[Pcre-svn] [899] code/trunk: Fix PCRE2_FIRSTLINE bug when a pattern match starts with the first code unit of

Author: Subversion repository
Date:
To: pcre-svn
Subject: [Pcre-svn] [899] code/trunk: Fix PCRE2_FIRSTLINE bug when a pattern match starts with the first code unit of

Revision: 899

          http://www.exim.org/viewvc/pcre2?view=rev&revision=899
Author:   ph10
Date:     2018-01-01 14:12:35 +0000 (Mon, 01 Jan 2018)
Log Message:
-----------
Fix PCRE2_FIRSTLINE bug when a pattern match starts with the first code unit of 
a newline sequence.

Modified Paths:
--------------
    code/trunk/ChangeLog
    code/trunk/src/pcre2_dfa_match.c
    code/trunk/src/pcre2_match.c
    code/trunk/testdata/testinput2
    code/trunk/testdata/testinput6
    code/trunk/testdata/testoutput2
    code/trunk/testdata/testoutput6

Modified: code/trunk/ChangeLog
===================================================================
--- code/trunk/ChangeLog    2017-12-31 17:44:12 UTC (rev 898)
+++ code/trunk/ChangeLog    2018-01-01 14:12:35 UTC (rev 899)
@@ -100,12 +100,18 @@
 end at the original start point. Also arranged for it to detect when \K causes
 the end of a match to be before its start.

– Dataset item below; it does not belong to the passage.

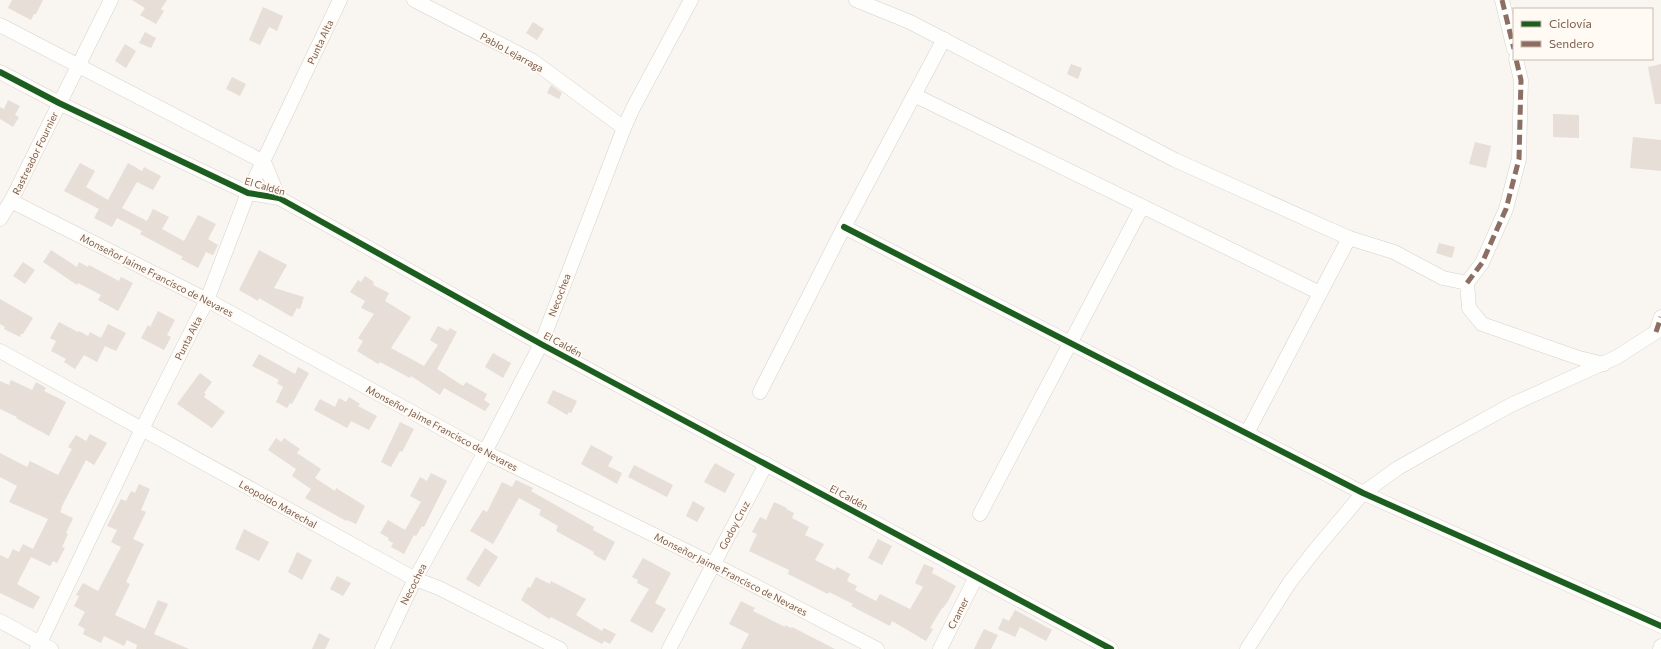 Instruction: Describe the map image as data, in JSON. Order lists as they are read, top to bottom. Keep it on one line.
{"streets":{"street":["Punta Alta","Pablo Lejarraga","Rastreador Fournier","El Caldén","Monseñor Jaime Francisco de Nevares","Necochea","Leopoldo Marechal","Godoy Cruz","Cramer"]},"crossings":[["Punta Alta","El Caldén"],["Punta Alta","Monseñor Jaime Francisco de Nevares"],["Punta Alta","Leopoldo Marechal"],["Pablo Lejarraga","Necochea"],["Rastreador Fournier","El Caldén"],["Rastreador Fournier","Monseñor Jaime Francisco de Nevares"],["El Caldén","Necochea"],["El Caldén","Godoy Cruz"],["El Caldén","Cramer"],["Monseñor Jaime Francisco de Nevares","Necochea"],["Monseñor Jaime Francisco de Nevares","Godoy Cruz"],["Necochea","Leopoldo Marechal"]],"legend":["Ciclovía","Sendero"]}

-24. Similar to 23 above, strange things (including loops) could happen in
-pcre2grep when \K was used in an assertion when --colour was used or in
-multiline mode. The "end at original start point" bug is fixed, and if the end
+24. Similar to 23 above, strange things (including loops) could happen in
+pcre2grep when \K was used in an assertion when --colour was used or in
+multiline mode. The "end at original start point" bug is fixed, and if the end
point is found to be before the start point, they are swapped.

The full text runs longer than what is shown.